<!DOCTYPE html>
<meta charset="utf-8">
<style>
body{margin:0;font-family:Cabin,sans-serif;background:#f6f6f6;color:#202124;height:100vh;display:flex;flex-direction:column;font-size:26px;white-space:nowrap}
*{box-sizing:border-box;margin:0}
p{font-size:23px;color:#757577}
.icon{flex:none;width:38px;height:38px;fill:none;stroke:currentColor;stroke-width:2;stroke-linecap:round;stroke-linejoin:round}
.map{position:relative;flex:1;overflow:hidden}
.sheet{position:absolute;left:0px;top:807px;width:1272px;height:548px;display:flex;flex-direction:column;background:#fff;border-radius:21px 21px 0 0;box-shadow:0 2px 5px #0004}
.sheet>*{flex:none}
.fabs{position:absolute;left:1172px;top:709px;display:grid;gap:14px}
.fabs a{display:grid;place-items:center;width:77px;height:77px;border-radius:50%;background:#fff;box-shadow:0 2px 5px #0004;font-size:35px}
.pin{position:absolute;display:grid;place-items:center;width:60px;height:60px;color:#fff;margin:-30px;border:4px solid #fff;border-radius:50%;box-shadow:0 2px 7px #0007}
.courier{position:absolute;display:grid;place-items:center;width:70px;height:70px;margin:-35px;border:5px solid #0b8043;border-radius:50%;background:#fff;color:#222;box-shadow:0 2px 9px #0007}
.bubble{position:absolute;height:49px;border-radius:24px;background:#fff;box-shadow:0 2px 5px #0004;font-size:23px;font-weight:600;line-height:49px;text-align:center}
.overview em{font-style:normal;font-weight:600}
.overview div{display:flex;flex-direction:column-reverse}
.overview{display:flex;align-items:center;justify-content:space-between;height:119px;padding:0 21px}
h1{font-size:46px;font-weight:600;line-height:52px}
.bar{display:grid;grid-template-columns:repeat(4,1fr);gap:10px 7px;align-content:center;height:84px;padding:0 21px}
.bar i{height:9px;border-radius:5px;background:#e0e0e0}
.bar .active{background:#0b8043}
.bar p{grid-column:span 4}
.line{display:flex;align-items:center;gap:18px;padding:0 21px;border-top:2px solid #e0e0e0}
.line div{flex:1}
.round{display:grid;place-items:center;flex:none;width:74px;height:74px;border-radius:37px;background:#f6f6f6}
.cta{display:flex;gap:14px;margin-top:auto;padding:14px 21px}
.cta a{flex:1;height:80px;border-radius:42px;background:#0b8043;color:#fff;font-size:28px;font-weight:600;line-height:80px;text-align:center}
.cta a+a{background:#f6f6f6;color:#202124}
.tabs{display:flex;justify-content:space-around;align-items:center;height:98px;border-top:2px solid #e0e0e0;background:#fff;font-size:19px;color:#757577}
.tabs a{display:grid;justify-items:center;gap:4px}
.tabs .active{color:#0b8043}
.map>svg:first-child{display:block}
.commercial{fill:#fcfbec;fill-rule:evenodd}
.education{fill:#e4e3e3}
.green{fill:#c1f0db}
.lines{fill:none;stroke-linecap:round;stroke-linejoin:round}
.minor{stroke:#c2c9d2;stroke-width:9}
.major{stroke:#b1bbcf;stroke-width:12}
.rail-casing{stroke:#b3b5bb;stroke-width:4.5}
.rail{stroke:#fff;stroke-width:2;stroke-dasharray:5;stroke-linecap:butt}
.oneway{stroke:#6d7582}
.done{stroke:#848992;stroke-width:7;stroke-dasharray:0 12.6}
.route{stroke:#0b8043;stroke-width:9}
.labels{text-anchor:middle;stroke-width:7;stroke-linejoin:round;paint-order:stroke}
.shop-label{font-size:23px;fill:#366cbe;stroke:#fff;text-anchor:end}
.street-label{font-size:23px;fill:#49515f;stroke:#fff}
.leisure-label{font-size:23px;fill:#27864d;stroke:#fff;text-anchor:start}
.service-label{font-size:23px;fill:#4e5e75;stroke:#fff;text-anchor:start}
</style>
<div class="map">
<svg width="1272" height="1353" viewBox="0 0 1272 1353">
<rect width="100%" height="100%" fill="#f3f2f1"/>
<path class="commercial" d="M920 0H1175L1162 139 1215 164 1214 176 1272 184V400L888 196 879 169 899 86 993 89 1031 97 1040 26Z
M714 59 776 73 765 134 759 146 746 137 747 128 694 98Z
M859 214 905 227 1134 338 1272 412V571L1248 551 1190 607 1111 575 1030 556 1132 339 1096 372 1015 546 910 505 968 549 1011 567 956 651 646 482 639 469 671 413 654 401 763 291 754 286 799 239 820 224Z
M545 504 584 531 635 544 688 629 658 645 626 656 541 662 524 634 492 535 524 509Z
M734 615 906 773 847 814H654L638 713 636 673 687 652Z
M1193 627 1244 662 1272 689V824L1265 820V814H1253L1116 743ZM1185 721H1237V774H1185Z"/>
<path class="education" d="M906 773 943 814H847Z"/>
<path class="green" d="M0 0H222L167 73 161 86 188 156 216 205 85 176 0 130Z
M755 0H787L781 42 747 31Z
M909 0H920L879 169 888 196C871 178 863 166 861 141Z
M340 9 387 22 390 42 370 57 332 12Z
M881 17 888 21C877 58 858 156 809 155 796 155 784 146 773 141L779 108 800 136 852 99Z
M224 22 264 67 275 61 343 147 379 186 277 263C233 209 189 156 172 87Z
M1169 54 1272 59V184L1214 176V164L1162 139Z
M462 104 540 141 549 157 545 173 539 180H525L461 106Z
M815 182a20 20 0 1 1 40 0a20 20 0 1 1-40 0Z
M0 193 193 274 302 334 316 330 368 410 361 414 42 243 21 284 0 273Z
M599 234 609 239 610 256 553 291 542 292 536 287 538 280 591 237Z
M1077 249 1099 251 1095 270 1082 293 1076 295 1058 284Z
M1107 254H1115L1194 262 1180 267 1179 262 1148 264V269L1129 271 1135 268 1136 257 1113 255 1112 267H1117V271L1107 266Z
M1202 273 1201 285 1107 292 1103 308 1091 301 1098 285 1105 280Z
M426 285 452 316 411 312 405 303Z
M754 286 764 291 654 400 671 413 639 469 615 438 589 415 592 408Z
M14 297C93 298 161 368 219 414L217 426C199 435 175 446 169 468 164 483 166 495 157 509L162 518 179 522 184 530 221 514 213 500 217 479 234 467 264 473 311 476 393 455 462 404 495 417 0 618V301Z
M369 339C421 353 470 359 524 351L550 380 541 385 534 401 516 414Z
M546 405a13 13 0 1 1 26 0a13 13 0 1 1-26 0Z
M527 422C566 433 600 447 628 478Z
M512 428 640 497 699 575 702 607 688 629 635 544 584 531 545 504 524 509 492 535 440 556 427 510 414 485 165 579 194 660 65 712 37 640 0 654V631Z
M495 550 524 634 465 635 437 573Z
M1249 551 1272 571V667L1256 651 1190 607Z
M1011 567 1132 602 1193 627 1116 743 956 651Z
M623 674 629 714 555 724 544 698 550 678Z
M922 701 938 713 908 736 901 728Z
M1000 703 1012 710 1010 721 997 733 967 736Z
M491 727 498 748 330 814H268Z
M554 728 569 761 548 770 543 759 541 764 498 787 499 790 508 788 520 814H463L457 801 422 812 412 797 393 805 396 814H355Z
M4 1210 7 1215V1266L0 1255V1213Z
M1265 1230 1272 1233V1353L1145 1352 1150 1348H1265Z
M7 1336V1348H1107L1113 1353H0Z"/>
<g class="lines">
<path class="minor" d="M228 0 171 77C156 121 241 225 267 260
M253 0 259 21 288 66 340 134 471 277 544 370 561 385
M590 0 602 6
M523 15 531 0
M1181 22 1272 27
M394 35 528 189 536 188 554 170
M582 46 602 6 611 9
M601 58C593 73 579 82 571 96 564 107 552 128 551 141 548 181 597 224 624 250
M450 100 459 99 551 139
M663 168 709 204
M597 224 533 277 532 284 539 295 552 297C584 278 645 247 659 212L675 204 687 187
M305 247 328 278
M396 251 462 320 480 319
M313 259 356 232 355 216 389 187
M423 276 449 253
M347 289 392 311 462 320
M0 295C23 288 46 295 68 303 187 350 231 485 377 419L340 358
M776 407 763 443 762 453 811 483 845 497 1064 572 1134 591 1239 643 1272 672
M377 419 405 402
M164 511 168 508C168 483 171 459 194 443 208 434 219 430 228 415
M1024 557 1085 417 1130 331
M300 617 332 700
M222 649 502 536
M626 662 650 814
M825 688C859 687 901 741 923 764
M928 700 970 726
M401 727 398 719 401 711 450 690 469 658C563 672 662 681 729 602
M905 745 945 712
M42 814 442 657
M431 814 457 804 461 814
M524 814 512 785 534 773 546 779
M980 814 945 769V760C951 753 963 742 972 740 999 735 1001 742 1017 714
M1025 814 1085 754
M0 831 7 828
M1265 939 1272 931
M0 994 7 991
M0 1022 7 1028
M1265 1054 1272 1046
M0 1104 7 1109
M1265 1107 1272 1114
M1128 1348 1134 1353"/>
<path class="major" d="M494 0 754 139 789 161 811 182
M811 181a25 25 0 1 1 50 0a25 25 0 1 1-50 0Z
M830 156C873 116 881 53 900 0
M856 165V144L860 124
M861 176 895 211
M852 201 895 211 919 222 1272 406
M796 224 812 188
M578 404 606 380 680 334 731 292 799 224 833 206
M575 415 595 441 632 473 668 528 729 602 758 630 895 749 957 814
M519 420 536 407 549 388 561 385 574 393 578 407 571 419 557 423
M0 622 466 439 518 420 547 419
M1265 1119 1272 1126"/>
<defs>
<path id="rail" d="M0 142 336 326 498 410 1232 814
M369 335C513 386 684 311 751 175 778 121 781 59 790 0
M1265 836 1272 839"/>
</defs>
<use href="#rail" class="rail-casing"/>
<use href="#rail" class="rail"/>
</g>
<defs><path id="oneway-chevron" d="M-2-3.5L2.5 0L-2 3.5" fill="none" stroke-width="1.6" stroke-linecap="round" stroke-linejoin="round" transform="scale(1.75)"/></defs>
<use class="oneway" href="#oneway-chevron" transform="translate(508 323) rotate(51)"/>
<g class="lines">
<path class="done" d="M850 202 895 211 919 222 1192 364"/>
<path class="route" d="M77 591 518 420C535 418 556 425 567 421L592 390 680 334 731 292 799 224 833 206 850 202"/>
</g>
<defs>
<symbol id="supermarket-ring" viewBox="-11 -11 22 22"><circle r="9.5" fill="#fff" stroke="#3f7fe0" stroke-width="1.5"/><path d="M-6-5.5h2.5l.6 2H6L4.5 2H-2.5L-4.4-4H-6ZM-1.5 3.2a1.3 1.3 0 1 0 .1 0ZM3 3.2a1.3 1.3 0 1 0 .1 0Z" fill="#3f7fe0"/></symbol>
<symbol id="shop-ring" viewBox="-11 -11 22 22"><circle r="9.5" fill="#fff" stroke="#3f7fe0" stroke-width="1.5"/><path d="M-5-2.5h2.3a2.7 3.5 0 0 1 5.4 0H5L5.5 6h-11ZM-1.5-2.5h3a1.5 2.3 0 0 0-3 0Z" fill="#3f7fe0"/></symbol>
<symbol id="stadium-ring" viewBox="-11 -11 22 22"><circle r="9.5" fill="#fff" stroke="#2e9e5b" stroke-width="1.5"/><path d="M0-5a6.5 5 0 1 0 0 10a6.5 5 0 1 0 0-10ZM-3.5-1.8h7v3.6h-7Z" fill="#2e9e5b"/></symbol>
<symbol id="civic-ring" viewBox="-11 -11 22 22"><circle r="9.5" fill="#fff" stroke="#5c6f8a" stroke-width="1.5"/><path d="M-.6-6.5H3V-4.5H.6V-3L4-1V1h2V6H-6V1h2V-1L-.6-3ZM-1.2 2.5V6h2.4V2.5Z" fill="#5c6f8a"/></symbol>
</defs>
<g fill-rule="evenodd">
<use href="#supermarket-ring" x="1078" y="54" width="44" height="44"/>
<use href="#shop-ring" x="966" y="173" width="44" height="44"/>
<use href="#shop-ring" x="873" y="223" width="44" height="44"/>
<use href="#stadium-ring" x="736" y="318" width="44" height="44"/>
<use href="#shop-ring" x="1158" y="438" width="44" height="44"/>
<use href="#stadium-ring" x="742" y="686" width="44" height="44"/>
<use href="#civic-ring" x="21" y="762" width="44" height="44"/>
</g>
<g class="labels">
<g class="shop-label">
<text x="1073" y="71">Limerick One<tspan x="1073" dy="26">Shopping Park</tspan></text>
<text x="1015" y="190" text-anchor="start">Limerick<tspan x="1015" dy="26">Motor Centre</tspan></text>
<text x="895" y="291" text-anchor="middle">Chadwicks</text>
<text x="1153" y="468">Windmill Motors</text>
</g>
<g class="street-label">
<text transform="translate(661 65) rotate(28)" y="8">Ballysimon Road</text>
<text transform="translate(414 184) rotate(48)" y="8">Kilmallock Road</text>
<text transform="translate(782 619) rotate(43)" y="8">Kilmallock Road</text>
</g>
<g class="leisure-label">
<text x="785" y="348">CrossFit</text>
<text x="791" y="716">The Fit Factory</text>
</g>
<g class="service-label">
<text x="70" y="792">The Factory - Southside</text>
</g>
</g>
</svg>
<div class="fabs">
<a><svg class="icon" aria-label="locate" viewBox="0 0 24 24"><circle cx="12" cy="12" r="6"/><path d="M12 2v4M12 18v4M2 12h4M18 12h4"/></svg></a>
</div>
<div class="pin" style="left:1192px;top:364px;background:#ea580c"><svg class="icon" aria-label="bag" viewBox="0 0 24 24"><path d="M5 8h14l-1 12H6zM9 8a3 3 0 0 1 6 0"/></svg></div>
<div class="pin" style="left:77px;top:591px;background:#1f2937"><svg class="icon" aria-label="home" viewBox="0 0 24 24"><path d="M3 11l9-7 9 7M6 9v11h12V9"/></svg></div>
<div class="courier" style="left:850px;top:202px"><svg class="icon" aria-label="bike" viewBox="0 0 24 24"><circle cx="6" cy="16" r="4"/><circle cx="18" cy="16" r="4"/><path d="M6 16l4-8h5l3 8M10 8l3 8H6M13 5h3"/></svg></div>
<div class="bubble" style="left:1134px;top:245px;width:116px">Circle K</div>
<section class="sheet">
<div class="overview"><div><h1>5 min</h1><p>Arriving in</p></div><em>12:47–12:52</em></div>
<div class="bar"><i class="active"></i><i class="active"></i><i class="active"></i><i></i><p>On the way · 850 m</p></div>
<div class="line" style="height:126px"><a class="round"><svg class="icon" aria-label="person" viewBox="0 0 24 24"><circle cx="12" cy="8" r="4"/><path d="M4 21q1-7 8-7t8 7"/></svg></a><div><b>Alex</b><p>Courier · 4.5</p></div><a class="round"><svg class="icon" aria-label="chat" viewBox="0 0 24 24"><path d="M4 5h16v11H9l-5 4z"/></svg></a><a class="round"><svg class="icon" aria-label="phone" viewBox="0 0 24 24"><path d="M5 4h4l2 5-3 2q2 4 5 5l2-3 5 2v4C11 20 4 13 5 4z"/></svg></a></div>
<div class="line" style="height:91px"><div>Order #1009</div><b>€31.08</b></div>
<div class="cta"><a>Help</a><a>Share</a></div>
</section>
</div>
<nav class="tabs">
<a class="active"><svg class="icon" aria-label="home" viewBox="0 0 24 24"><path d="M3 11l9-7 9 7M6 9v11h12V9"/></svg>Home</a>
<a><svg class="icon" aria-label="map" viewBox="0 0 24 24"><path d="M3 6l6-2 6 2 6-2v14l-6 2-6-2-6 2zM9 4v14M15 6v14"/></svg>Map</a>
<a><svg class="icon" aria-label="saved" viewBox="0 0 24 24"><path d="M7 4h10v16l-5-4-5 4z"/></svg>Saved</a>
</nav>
========================================================================
BRIEF -> Respond with only the number of lines in the records that include the word "civic".

SOLUTION TO THE EXERCISE -> 2